Your task: The expected copy holds every entry exactly and none of the pictures.

━━━━━ Materials provided

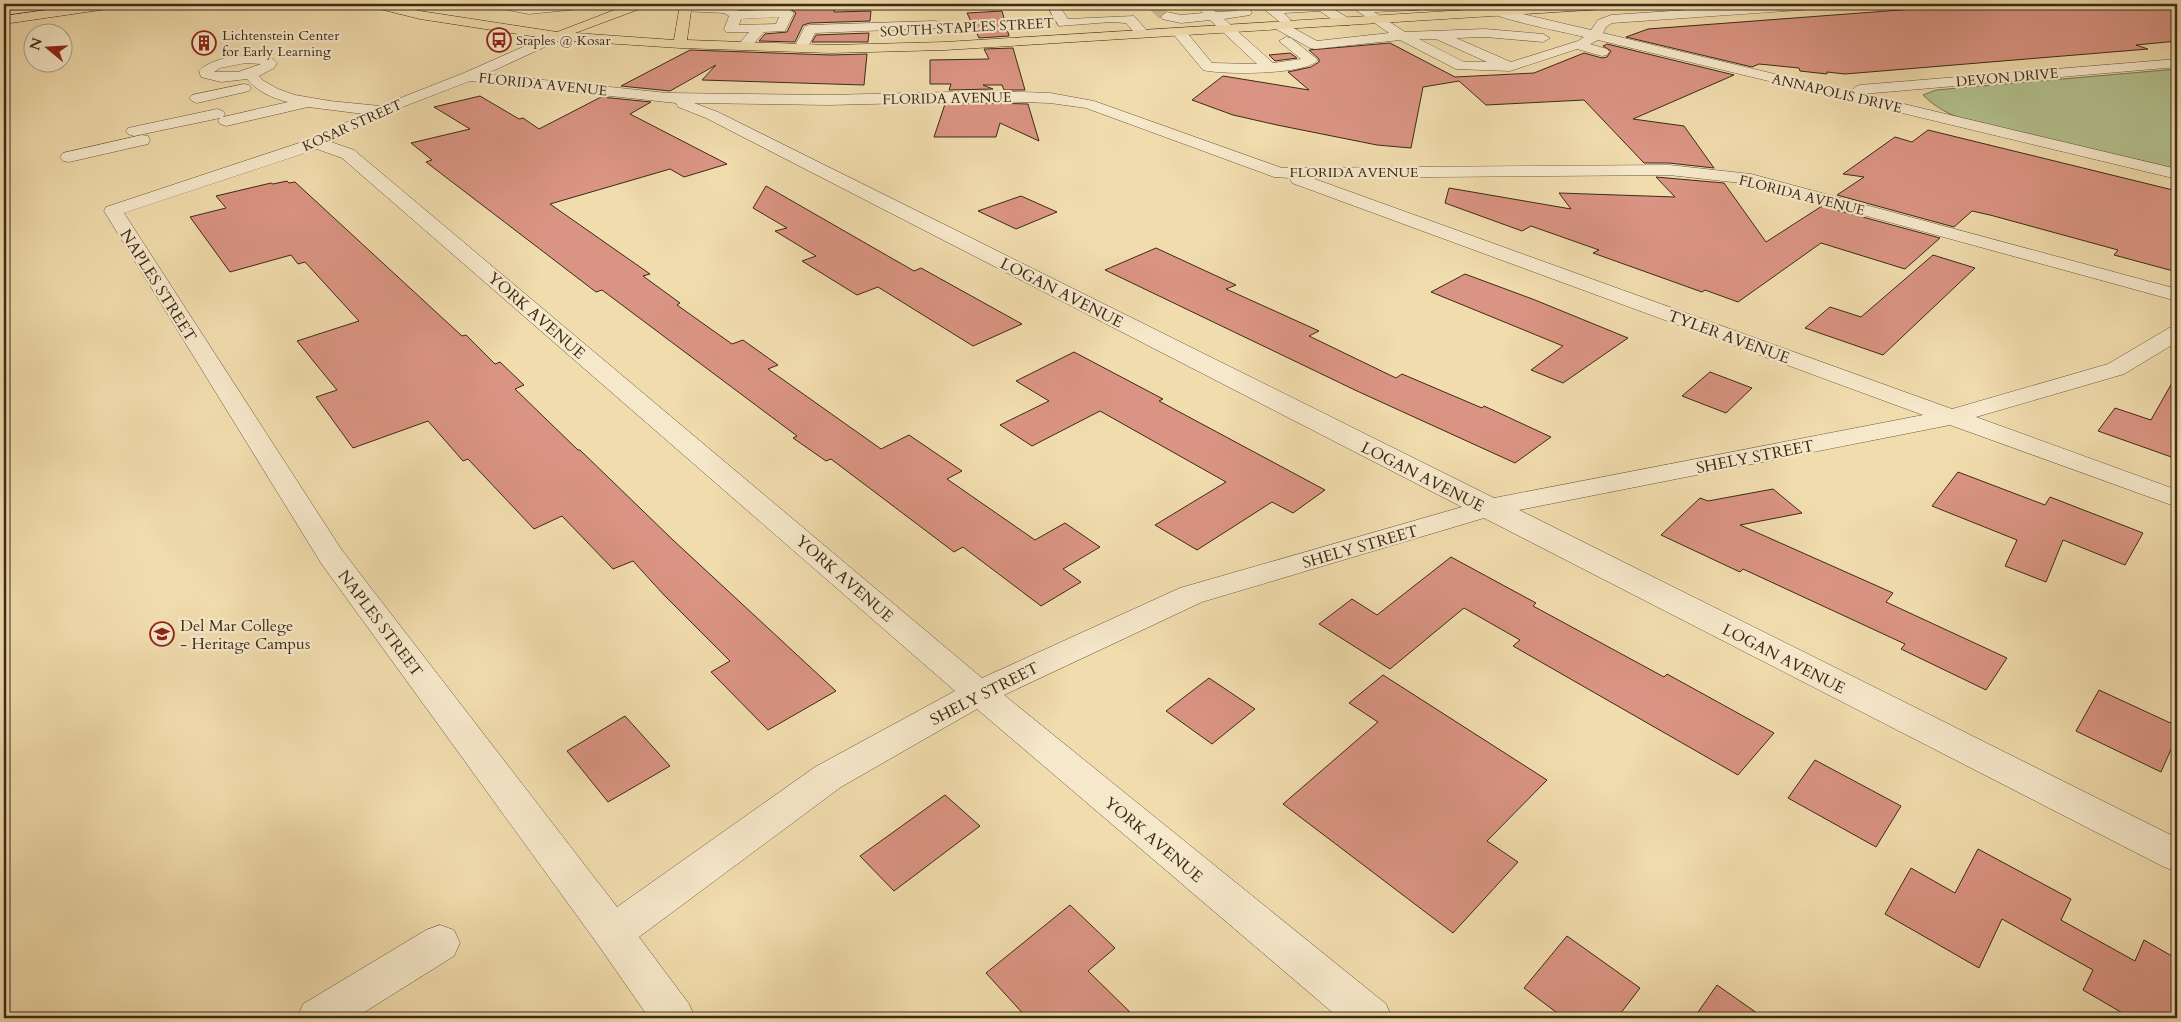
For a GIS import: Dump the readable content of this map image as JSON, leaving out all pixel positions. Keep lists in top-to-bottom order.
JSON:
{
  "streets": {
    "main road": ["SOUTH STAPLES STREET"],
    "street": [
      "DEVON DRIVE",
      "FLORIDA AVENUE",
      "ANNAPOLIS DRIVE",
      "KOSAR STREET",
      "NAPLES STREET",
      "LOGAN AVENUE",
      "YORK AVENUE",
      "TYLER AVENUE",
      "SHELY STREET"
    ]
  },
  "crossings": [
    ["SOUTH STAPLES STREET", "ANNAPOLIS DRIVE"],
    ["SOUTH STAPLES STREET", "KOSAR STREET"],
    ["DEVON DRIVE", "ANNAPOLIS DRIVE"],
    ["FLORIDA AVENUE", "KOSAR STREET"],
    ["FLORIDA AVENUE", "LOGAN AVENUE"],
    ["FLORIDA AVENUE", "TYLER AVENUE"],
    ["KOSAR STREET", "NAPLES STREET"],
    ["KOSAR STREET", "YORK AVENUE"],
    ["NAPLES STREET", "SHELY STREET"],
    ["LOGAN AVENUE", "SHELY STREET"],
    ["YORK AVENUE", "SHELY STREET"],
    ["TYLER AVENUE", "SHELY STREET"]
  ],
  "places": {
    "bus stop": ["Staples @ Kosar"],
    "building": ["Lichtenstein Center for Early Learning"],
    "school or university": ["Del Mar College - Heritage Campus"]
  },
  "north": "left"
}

━━━━━━━━━━

Result for this exercise:
For a GIS import: Dump the readable content of this map image as JSON, leaving out all pixel positions. Keep lists in top-to-bottom order.
JSON:
{
  "streets": {
    "main road": ["SOUTH STAPLES STREET"],
    "street": [
      "DEVON DRIVE",
      "FLORIDA AVENUE",
      "ANNAPOLIS DRIVE",
      "KOSAR STREET",
      "NAPLES STREET",
      "LOGAN AVENUE",
      "YORK AVENUE",
      "TYLER AVENUE",
      "SHELY STREET"
    ]
  },
  "crossings": [
    ["SOUTH STAPLES STREET", "ANNAPOLIS DRIVE"],
    ["SOUTH STAPLES STREET", "KOSAR STREET"],
    ["DEVON DRIVE", "ANNAPOLIS DRIVE"],
    ["FLORIDA AVENUE", "KOSAR STREET"],
    ["FLORIDA AVENUE", "LOGAN AVENUE"],
    ["FLORIDA AVENUE", "TYLER AVENUE"],
    ["KOSAR STREET", "NAPLES STREET"],
    ["KOSAR STREET", "YORK AVENUE"],
    ["NAPLES STREET", "SHELY STREET"],
    ["LOGAN AVENUE", "SHELY STREET"],
    ["YORK AVENUE", "SHELY STREET"],
    ["TYLER AVENUE", "SHELY STREET"]
  ],
  "places": {
    "bus stop": ["Staples @ Kosar"],
    "building": ["Lichtenstein Center for Early Learning"],
    "school or university": ["Del Mar College - Heritage Campus"]
  },
  "north": "left"
}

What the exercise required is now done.